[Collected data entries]
■ ■ ■ ■ ■ ■ ■

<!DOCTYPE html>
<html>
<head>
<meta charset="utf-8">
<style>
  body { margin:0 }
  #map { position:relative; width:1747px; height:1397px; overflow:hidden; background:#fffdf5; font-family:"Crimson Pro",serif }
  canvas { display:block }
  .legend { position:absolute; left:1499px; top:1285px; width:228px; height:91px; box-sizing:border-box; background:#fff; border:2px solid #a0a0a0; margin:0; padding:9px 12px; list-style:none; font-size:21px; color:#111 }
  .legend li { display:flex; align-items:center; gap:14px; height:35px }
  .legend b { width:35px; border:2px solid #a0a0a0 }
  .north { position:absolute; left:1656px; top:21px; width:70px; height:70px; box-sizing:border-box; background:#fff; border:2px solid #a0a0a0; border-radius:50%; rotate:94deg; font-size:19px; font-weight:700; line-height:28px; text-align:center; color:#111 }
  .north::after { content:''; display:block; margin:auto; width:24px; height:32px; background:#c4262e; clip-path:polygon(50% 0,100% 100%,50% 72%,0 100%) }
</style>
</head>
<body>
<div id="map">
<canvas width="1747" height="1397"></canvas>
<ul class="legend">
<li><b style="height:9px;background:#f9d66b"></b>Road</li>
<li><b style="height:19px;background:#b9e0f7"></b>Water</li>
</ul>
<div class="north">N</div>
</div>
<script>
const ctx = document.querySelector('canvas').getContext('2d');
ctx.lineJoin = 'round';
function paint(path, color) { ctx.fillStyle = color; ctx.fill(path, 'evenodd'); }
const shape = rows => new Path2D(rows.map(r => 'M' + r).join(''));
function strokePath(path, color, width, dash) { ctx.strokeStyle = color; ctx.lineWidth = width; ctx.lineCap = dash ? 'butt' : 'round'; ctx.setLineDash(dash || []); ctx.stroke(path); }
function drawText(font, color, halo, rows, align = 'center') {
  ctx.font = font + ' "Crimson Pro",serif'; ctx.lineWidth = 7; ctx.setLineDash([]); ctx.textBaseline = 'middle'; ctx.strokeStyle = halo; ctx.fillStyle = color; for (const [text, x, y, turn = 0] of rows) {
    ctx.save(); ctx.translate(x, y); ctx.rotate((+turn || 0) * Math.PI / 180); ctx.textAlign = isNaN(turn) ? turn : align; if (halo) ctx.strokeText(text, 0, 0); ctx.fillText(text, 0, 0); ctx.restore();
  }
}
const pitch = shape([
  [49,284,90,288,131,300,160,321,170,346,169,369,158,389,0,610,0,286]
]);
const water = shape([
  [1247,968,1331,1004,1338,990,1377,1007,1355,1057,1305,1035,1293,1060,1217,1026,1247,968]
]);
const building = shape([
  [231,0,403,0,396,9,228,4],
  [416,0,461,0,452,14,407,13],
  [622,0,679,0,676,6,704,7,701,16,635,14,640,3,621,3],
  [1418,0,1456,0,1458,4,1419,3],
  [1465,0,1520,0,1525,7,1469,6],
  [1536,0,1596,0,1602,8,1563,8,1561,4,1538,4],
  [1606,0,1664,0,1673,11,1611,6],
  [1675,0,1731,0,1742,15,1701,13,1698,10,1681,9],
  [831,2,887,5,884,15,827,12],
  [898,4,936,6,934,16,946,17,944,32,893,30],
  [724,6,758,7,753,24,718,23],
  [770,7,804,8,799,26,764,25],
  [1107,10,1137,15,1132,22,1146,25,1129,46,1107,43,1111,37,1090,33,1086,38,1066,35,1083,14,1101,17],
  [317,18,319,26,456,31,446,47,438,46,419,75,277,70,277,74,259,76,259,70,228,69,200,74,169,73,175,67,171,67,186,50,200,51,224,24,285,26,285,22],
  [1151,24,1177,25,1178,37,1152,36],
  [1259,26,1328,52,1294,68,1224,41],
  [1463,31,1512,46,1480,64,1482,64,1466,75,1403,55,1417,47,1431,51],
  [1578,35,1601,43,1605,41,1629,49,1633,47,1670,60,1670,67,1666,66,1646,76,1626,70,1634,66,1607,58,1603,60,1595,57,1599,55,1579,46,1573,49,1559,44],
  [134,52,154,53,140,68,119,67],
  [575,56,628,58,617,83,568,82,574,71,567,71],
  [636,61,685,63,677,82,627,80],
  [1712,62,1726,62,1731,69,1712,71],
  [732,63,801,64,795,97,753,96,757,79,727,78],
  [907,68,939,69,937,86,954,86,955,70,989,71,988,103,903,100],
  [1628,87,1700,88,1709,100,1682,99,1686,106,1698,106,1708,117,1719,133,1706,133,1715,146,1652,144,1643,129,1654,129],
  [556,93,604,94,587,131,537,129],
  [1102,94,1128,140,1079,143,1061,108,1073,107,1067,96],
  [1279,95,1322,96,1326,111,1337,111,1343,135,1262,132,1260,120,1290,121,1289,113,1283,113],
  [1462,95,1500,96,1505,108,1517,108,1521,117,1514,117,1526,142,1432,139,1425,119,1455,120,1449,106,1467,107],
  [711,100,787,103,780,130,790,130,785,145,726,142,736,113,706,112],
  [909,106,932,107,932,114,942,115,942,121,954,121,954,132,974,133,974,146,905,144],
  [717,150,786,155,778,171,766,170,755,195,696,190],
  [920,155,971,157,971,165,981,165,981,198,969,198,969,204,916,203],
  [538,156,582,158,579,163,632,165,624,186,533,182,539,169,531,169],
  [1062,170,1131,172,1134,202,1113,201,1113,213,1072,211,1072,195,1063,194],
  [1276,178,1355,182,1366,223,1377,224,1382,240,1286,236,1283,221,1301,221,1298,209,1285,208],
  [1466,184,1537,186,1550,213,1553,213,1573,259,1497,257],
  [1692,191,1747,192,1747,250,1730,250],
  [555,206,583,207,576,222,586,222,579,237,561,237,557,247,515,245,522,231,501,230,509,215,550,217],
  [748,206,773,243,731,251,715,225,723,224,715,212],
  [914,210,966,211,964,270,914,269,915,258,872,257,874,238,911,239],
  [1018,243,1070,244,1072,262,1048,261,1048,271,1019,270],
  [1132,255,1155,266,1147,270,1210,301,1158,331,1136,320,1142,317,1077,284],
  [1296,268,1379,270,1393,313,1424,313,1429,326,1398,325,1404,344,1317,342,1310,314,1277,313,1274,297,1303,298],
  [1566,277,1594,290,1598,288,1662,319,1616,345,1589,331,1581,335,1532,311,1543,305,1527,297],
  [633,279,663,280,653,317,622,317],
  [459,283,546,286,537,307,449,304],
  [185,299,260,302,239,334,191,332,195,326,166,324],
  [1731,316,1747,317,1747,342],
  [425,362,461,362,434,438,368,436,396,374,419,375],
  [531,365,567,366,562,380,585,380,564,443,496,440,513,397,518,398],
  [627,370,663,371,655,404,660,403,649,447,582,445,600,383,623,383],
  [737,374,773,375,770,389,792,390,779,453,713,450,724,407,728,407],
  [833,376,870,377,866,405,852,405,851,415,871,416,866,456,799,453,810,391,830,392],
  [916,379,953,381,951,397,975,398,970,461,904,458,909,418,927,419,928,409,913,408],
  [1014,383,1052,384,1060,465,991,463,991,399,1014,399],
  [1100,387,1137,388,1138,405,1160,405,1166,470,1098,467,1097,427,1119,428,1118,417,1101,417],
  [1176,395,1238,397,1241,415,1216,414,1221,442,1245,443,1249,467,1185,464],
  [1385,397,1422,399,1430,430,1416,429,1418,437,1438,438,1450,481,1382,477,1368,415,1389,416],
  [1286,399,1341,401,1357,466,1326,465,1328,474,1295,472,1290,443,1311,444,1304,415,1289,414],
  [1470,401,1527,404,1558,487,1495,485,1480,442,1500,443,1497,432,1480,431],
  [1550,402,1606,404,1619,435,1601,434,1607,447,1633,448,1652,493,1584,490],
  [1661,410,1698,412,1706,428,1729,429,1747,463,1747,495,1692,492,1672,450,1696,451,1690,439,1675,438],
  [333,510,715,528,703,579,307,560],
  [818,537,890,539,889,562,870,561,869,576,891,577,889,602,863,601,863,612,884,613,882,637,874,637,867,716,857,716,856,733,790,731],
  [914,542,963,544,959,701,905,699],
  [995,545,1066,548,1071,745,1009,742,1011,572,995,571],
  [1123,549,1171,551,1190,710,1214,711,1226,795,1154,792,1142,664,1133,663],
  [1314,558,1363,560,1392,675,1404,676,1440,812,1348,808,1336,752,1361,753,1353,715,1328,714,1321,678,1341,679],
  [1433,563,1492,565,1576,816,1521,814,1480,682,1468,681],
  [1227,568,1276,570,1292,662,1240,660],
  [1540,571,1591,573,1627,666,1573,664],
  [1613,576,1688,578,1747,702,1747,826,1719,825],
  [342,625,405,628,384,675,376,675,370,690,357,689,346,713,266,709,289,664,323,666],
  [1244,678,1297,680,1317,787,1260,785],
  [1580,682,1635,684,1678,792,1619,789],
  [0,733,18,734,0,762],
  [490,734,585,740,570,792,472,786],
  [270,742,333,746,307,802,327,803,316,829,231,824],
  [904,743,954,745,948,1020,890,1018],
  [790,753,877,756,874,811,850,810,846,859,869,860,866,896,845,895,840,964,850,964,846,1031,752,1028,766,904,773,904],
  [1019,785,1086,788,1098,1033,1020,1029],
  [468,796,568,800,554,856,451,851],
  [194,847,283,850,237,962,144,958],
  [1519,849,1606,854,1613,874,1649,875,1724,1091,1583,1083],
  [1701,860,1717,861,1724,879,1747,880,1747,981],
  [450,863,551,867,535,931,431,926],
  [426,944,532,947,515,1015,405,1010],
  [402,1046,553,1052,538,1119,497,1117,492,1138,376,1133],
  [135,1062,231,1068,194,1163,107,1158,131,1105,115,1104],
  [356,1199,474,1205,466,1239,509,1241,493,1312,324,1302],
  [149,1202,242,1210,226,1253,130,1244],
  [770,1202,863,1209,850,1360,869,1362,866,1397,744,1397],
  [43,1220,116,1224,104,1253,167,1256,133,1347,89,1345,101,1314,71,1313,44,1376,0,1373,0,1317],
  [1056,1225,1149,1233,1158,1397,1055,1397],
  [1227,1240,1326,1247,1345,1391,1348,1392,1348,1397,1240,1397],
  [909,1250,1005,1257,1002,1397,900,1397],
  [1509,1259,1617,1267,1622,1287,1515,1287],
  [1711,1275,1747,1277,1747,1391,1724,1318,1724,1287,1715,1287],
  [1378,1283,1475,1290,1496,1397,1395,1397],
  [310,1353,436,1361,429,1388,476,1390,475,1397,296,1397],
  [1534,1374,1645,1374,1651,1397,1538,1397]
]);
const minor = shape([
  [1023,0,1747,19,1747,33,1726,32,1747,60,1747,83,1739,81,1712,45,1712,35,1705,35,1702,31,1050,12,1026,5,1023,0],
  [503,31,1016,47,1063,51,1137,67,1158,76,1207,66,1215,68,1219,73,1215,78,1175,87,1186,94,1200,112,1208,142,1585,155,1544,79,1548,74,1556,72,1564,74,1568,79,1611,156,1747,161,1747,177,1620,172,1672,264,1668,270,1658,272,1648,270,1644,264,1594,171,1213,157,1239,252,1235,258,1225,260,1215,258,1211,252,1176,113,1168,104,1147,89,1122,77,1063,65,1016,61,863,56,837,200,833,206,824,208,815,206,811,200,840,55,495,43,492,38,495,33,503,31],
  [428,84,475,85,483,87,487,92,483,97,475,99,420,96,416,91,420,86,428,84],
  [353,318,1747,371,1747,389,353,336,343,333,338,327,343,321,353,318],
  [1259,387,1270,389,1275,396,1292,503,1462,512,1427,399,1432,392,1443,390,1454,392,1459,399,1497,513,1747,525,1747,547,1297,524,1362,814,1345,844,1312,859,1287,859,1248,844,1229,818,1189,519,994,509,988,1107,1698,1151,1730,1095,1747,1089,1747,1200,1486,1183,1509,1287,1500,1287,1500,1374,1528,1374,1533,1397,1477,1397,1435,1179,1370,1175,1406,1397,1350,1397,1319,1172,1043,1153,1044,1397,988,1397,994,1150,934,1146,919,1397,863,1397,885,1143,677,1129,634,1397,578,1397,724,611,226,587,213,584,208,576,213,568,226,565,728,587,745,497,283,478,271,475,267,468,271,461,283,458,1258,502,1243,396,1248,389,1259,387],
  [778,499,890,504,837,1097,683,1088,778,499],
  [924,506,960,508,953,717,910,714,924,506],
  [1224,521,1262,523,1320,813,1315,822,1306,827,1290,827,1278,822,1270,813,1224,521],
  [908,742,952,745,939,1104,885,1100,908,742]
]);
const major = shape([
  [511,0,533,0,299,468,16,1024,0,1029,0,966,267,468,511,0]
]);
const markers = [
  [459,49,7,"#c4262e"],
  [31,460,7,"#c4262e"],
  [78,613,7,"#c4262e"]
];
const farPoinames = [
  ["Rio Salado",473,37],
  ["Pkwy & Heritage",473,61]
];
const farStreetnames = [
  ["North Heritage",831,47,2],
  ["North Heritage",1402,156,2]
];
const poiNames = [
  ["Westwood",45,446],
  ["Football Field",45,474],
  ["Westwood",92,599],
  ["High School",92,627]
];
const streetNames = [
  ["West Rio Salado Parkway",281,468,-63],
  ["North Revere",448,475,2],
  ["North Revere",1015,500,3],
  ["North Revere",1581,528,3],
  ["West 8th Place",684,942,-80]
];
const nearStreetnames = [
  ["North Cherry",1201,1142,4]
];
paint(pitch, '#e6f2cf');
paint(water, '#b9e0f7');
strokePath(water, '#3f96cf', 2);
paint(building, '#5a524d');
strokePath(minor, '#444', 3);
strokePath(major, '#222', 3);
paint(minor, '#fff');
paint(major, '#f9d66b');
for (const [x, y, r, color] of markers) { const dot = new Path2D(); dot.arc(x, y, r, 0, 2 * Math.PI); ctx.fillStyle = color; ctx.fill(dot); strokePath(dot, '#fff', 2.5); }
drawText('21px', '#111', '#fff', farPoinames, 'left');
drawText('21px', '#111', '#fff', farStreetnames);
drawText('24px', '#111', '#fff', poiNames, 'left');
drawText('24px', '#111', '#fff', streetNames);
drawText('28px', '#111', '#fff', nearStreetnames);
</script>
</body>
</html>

■ ■ ■ ■ ■ ■ ■

> **ABOUT THIS TASK**: Among the lines of the preceding data, which ones hold the word "lineWidth"? List them.

> **RESULT FOR THIS EXERCISE**:
function strokePath(path, color, width, dash) { ctx.strokeStyle = color; ctx.lineWidth = width; ctx.lineCap = dash ? 'butt' : 'round'; ctx.setLineDash(dash || []); ctx.stroke(path); }
  ctx.font = font + ' "Crimson Pro",serif'; ctx.lineWidth = 7; ctx.setLineDash([]); ctx.textBaseline = 'middle'; ctx.strokeStyle = halo; ctx.fillStyle = color; for (const [text, x, y, turn = 0] of rows) {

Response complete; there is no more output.